Subject: -rt dbench scalabiltiy issue
From: john stultz <johnstul@us.ibm.com>
To: Ingo Molnar <mingo@elte.hu>, Thomas Gleixner <tglx@linutronix.de>,
       Nick Piggin <npiggin@suse.de>
Cc: Darren Hart <dvhltc@us.ibm.com>, Clark Williams <williams@redhat.com>,
       "Paul E. McKenney" <paulmck@us.ibm.com>,
       Dinakar Guniguntala <dino@in.ibm.com>,
       lkml <linux-kernel@vger.kernel.org>
Content-Type: text/plain
Date: Fri, 16 Oct 2009 13:05:19 -0700
Message-Id: <1255723519.5135.121.camel@localhost.localdomain>
Mime-Version: 1.0
Content-Transfer-Encoding: 7bit
Sender: linux-kernel-owner@vger.kernel.org
Content-Length: 9391
Lines: 222

See http://lwn.net/Articles/354690/ for a bit of background here.

I've been looking at scalability regressions in the -rt kernel. One easy
place to see regressions is with the dbench benchmark. While dbench can
be painfully noisy from run to run, it does clearly show some severe
regressions with -rt. 

There's a chart in the article above that illustrates this, but here's
some specific numbers on an 8-way box running dbench-3.04 as follows: 

./dbench 8 -t 10 -D . -c client.txt 2>&1 

I ran both on an ext3 disk and a ramfs mounted directory.

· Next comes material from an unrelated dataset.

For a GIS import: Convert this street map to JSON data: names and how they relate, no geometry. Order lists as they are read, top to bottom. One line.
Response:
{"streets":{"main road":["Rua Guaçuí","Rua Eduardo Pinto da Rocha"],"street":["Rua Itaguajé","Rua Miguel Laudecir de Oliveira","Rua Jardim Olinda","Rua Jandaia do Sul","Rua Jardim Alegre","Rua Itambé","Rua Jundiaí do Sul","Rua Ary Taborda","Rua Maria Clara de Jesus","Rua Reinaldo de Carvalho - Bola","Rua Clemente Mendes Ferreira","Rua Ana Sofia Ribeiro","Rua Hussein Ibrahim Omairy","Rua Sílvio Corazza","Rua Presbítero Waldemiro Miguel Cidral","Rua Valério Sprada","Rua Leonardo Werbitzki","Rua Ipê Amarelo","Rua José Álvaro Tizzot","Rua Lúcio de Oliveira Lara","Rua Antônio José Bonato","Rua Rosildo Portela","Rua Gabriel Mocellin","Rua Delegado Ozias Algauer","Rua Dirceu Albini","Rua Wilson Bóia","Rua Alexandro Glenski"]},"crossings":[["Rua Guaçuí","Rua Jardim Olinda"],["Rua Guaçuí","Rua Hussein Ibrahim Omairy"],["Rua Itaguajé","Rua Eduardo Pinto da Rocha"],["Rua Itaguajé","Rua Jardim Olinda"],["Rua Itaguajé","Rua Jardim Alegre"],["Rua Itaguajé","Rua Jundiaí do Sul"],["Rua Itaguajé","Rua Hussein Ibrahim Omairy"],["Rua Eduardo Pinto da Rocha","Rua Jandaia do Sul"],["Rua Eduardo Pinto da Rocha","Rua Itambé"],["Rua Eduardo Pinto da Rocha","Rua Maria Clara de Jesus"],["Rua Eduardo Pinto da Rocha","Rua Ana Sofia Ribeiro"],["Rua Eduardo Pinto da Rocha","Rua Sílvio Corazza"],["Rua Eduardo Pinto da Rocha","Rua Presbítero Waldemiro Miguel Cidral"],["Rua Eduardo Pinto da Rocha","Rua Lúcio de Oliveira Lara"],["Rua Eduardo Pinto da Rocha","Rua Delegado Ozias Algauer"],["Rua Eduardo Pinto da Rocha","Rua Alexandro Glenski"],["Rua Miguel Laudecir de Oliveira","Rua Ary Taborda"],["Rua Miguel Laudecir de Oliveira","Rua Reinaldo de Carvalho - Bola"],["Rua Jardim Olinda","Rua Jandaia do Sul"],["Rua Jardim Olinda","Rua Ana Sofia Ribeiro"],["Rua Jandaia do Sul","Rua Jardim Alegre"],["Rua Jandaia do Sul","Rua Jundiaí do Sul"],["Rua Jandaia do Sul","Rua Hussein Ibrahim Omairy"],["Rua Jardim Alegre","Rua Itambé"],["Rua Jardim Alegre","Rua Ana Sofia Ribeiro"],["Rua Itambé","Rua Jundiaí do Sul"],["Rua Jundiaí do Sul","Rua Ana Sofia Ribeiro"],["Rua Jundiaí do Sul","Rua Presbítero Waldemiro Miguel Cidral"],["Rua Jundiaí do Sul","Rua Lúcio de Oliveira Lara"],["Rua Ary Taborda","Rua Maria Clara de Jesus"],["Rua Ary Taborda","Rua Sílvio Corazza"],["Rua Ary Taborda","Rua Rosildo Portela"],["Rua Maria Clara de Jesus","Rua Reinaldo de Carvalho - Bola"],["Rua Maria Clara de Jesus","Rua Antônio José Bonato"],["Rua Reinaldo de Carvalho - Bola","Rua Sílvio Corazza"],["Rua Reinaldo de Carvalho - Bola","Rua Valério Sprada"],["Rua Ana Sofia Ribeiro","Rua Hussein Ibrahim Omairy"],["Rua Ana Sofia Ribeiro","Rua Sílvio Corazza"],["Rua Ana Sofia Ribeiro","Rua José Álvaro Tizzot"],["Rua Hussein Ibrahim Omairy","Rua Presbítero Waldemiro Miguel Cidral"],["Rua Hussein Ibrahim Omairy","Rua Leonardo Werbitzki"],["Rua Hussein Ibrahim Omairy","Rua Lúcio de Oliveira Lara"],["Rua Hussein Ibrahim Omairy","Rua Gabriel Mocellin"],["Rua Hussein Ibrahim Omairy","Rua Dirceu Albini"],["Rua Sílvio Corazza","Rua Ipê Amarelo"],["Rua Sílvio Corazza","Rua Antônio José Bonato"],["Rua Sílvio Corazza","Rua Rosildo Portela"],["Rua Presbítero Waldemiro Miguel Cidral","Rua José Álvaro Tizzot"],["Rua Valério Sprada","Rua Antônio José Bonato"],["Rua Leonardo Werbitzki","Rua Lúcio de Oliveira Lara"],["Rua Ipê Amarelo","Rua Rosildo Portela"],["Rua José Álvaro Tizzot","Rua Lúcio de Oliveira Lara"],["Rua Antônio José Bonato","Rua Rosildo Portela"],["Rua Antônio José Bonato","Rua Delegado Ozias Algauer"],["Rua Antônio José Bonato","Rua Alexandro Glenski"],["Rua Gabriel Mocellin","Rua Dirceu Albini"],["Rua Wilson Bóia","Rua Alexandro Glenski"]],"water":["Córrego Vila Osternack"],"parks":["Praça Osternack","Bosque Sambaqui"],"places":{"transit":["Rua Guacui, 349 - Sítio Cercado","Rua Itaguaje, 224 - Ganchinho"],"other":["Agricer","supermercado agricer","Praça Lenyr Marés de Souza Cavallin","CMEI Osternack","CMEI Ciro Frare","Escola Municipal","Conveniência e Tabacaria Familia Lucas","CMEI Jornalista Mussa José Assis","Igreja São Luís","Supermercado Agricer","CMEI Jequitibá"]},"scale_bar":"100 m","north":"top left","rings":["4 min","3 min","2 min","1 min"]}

(Again, the numbers are VERY rough due to the run-to-run variance seen)

			ext3		ramfs 
2.6.32-rc3:		~1800 MB/sec	~1600 MB/sec
2.6.31.2-rt13: 		~300 MB/sec	~66 MB/sec

Ouch. Similar to the charts in the LWN article.

Dino pointed out that using lockstat with -rt, we can see the
dcache_lock is fairly hot with the -rt kernel. One of the issues with
the -rt tree is that the change from spinlocks to sleeping-spinlocks
doesn't effect the un-contended case very much, but when there is
contention on the lock, the overhead is much worse then with vanilla.

And as noted at the realtime mini-conf, Ingo saw this dcache_lock
bottleneck as well and suggested trying Nick Piggin's dcache_lock
removal patches.

So over the last week, I've ported Nick's fs-scale patches to -rt. 

Specifically the tarball found here:
ftp://ftp.kernel.org/pub/linux/kernel/people/npiggin/patches/fs-scale/06102009.tar.gz


Due to the 2.6.32 2.6.31-rt split, the port wasn't exactly straight
forward, but I believe I managed to do a decent job. Once I had the
patchset applied, building and booted, I eagerly ran dbench to see the
new results, aaaaaand.....

			ext3		ramfs 
2.6.31.2-rt13-nick:	~80 MB/sec	~126 MB/sec


So yea, mixed bag there. The ramfs got a little bit better but not that
much, and the ext3 numbers regressed further.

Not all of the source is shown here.